Between 2005 and 2006, Ford filed reconciliation entries claiming a refund of $6.2 million in duties it had paid on Jaguar cars it imported a year earlier. Ford says the reconciliation entries should have been deemed liquidated one year after filing, because it never got notice of any extension of liquidation. It filed suit in April 2009.

Before deciding the deemed liquidation issue, the court first had to decide whether it could even hear the case. Ford filed suit under 28 USC 1581(i), a residual provision for trade cases that can’t be filed under Section 1581(a) because no CBP protest has been denied, and that can’t use Section 1581(c) because it isn’t related to trade remedies. Importantly, Section 1581(i) claims must be filed within two years of the event at issue in a case.

CIT previously dismissed the case in July 2010 because it said it lacked jurisdiction (see 10072920). CBP had liquidated the reconciliation entries shortly after Ford brought suit, and CIT found that the liquidations rendered Ford’s 1581(i) lawsuit invalid because the liquidations were protestable events covered by Section 1581(a). But the Court of Appeals for the Federal Circuit reversed in August 2012, finding that jurisdiction should be decided at the time a case is filed, and that CIT should hear the case because the reconciliation entries were still unliquidated when Ford filed suit. (see 12081026)

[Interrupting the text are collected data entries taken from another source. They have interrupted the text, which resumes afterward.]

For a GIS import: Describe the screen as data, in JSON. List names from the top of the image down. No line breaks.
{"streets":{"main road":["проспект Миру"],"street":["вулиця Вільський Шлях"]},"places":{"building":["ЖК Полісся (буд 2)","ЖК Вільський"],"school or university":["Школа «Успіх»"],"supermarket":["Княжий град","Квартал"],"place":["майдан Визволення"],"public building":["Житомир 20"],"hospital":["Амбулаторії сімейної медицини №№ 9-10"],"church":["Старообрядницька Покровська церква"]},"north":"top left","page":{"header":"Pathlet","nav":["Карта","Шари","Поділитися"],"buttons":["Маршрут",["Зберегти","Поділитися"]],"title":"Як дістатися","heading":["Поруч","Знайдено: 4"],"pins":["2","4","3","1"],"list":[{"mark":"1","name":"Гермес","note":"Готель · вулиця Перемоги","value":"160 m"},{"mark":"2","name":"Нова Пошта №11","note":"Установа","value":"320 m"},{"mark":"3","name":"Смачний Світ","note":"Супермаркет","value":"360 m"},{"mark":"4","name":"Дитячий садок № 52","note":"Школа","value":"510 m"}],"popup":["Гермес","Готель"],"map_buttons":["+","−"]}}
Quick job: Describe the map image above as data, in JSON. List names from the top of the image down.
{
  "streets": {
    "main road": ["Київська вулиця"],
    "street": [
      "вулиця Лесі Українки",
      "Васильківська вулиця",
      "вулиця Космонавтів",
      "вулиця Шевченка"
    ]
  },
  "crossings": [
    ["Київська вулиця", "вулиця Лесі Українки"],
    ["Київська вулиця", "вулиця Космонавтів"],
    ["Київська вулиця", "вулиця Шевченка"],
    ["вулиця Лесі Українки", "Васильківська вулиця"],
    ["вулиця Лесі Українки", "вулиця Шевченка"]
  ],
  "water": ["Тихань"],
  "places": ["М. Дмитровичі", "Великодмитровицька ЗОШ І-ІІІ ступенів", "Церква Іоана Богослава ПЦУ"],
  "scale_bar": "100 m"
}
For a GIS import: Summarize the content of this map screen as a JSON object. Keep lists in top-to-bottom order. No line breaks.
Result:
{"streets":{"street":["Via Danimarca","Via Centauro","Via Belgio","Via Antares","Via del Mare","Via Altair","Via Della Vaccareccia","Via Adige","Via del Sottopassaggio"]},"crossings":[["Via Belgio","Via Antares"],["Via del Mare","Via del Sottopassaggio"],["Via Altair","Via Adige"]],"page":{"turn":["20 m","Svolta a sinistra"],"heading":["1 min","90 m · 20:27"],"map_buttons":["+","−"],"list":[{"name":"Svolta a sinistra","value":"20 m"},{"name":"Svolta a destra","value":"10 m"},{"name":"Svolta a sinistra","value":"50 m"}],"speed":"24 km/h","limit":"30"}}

Clock Started Running When Ford Should Have Known, Not When it Did

With the case back at CIT, the government continued to argue that the case should still be dismissed for lack of jurisdiction. The issue in the case was whether the entries should have deemed liquidated one year after the reconciliation entries were filed, so the event at issue was the date at which the entries would have deemed liquidated. Ford filed suit more than two years after that date, so it was too late for a 1581(i) case. Ford disagreed. It said the event that sparked the lawsuit was when it found out in February 2009 that the entries hadn’t deemed liquidated. The two year period should be calculated from that date, and runs until 2011, it said.

CIT ruled that the lawsuit was too late, again finding that it has no jurisdiction. The date the two-year clock begins sticking is the date that the “aggrieved party reasonably should have known about the existence” of the issue. Ford said it found out that the entries hadn’t deemed liquidated in 2009, but it really should have known when it didn’t get a courtesy notice of liquidation in 2006 and 2007 saying the entries had deemed liquidated. Section 1581(a) may be the better route for Ford anyway, said the court. It would allow Ford not only to challenge whether the entries had deemed liquidated, but also the substance of the liquidations and reliquidations themselves.

(Ford Motor Co. v. U.S., Slip Op. 14-65, 09-00151, dated 06/17/14, Judge Barnett)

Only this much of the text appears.